Молодому человеку, ожидавшему его внизу, усмешка показалась довольной улыбкой.
— Доброе утро, мсье! Хорошо работалось сегодня?
— Здравствуй, Жан. Не могу сказать, что я очень доволен.
— Но все же мне есть что переписать, мсье?
— Да. Ты найдешь мои записи где обычно. Переписать начисто следует четыре катрена, они уместились на трех листах. Четвертый лист перечеркнут. Его следует сжечь, дабы не вводить никого в заблуждение и не обрекать на тщетные поиски истины, мне до конца не ясной. Ты понял, мой мальчик?
— Разумеется, мсье!
Тот, кто был назван Жаном, легко взбежал по лестнице и растворился в таинственной полутьме кабинета. Отсутствие света не стало для него помехой. Жан-Эмэ де Шавиньи уже не первый год работал секретарем в этом доме и привык ко всем причудам великого учителя.

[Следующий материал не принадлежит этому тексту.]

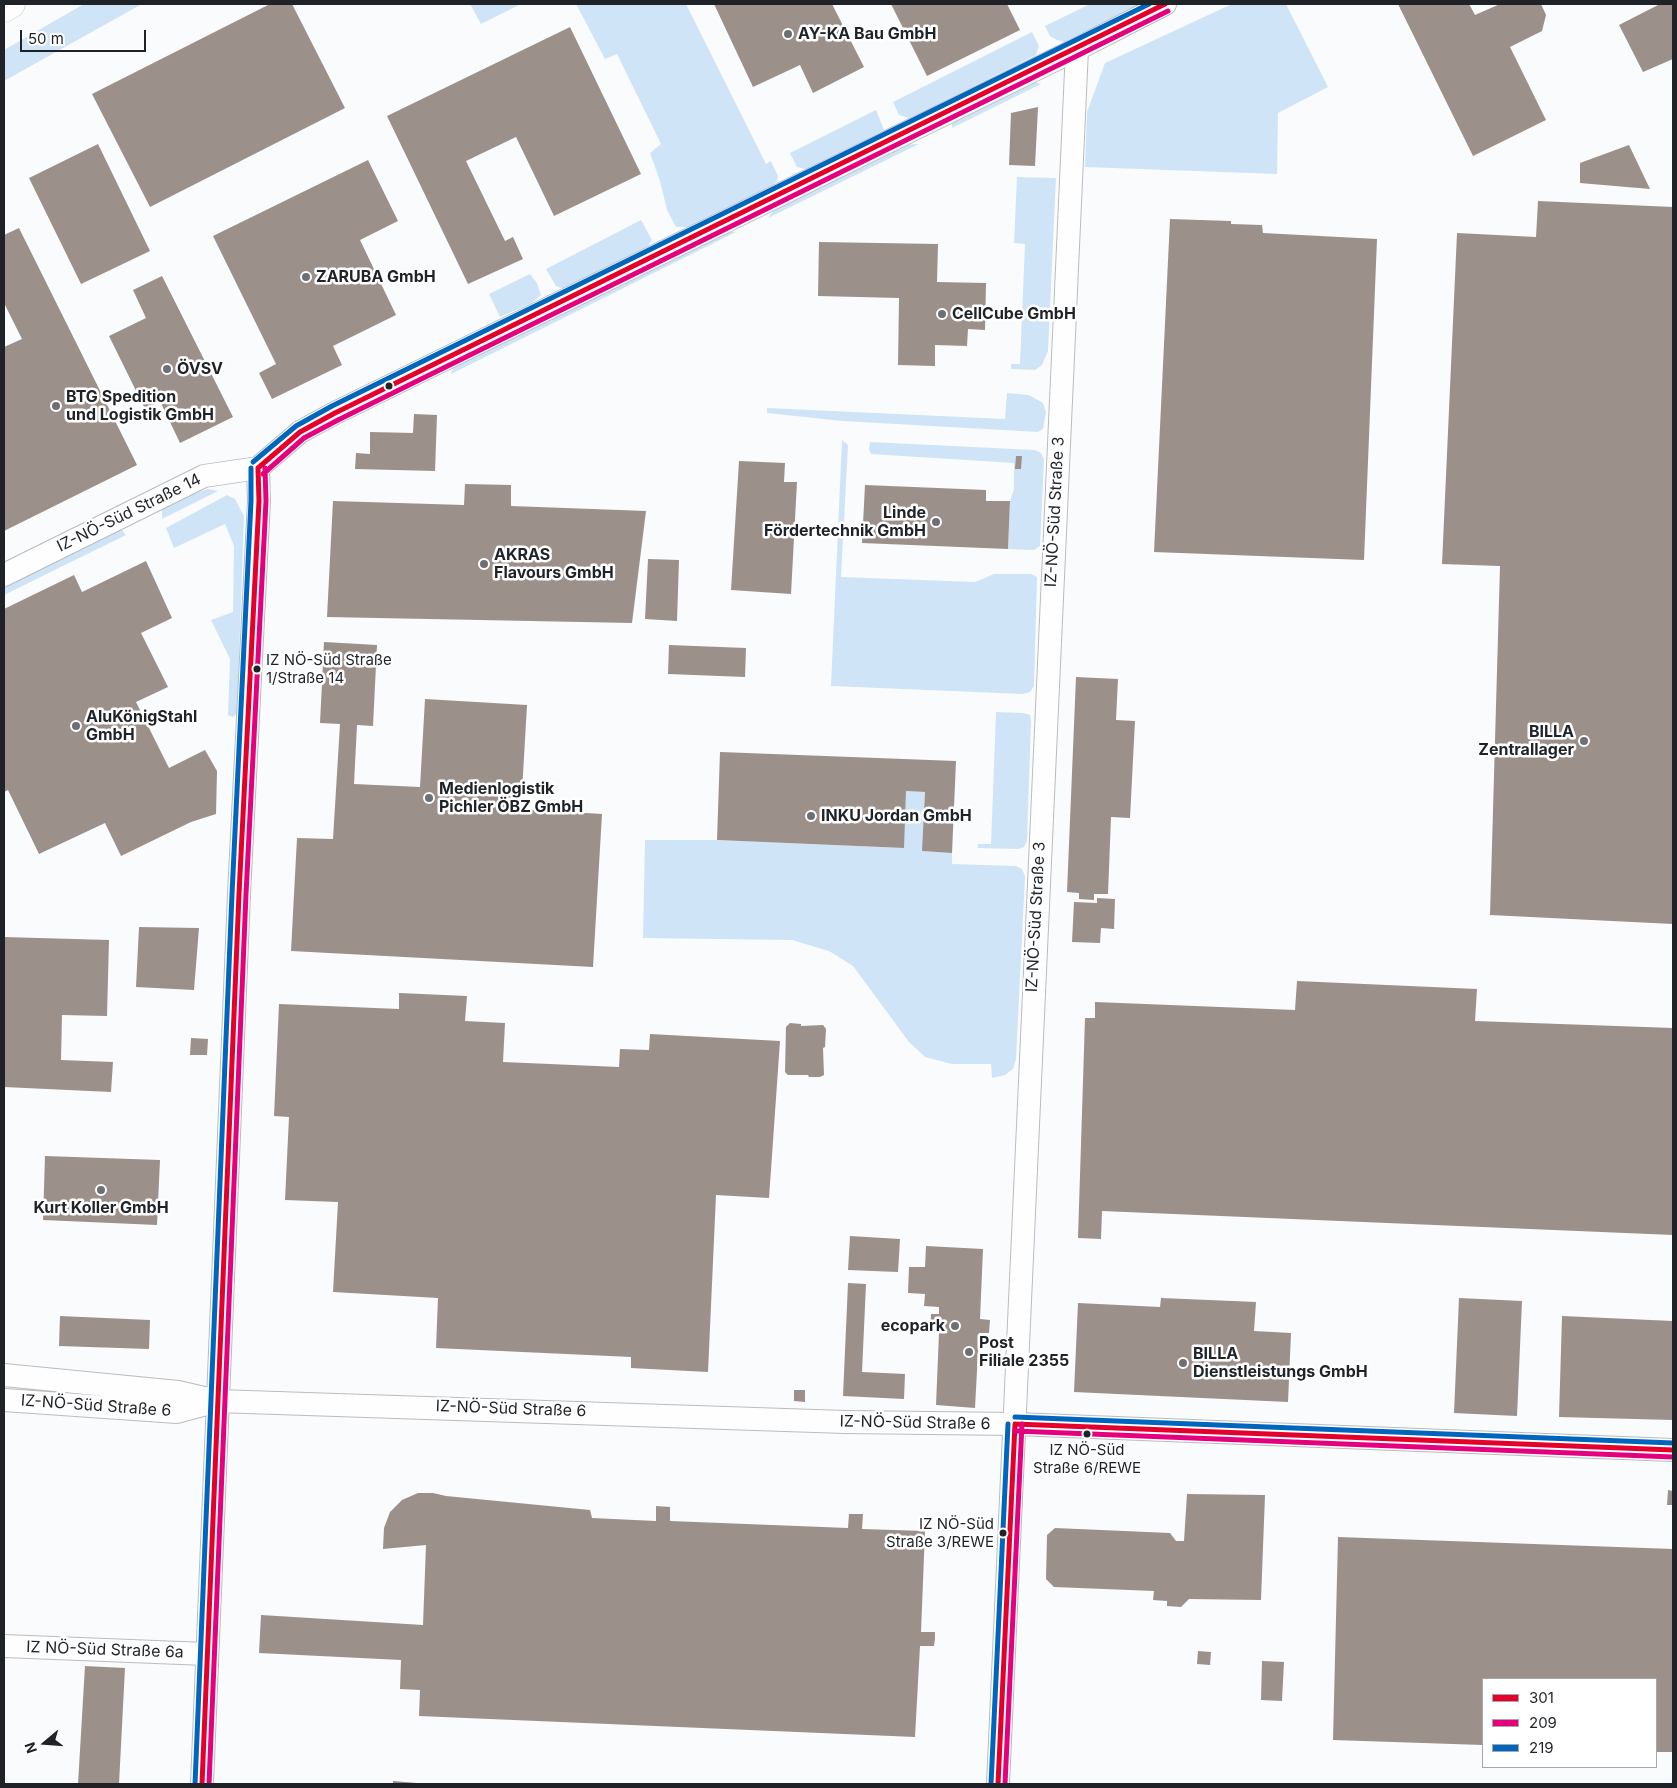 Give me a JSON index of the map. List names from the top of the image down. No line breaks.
{"streets":{"street":["IZ-NÖ-Süd Straße 3","IZ-NÖ-Süd Straße 14","IZ-NÖ-Süd Straße 6","IZ NÖ-Süd Straße 6a"]},"crossings":[["IZ-NÖ-Süd Straße 3","IZ-NÖ-Süd Straße 6"]],"places":["AY-KA Bau GmbH","ZARUBA GmbH","CellCube GmbH","ÖVSV","BTG Spedition und Logistik GmbH","Linde Fördertechnik GmbH","AKRAS Flavours GmbH","IZ NÖ-Süd Straße 1/Straße 14","AluKönigStahl GmbH","BILLA Zentrallager","Medienlogistik Pichler ÖBZ GmbH","INKU Jordan GmbH","Kurt Koller GmbH","ecopark","Post Filiale 2355","BILLA Dienstleistungs GmbH","IZ NÖ-Süd Straße 6/REWE","IZ NÖ-Süd Straße 3/REWE"],"lines":["transit line 301","transit line 219","transit line 209"],"legend":["301","209","219"],"scale_bar":"50 m","north":"left"}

Первым делом молодой человек бросился к столу и жадно схватил несколько листов, испещренных знакомым почерком.
Он быстро прочел написанное, испытав, как всегда, благоговейную дрожь от сознания того, что первым из смертных читает великие пророчества. В том же, что откровения учителя являются величайшими, божественными посланиями, обращенными в будущее, юный де Шавиньи ни секунды не сомневался.
Внимательно перечитав три последних катрена, волею автора обреченных на сожжение, молодой человек, как и следовало ожидать, ничего не понял.
Смысл пророчества — или пророчеств? — был упрятан слишком глубоко.
Тем не менее юноша аккуратно сложил тонкий лист бумаги и бережно убрал его во внутренний карман скромного камзола.
— Сжечь пророчество великого Нострадамуса?! Никогда! Уж лучше я потеряю работу.
17 января 2001 года
Великобритания, графство Глостершир
— «Титаник»? Но с какой стати? Здесь нет ни слова! Ты спятил, Алекс, ей-богу, старина, ты спятил!
Сэр Энтони Джулиан поднялся из плетеного кресла, в котором восседал, а скорее — возлежал, до этого в своей излюбленной позе: голова — на уровне подлокотников, ноги — далеко вытянуты вперед.
Сделал это он так быстро, что стакан, зажатый в тонкой смуглой руке, дрогнул, и янтарная жидкость расплескалась, забрызгав светлый ковер.
— Diavolo. Porca miseria! [1] — выругался он по-итальянски и, немедленно позабыв о случившемся, снова перешел на английский, продолжая начатую тираду. — Спятил, говорю тебе, вместе с твоим полоумным Нострадамусом.
— Если Нострадамус полоумный, а я спятил вслед за ним, то какого черта вы, благоразумнейший сэр Джулиан, выложили на «Sotheby's» сотню тысяч долларов за черновики безумца, а потом целый год платили мне щедрое жалованье за то, чтобы я в них разобрался?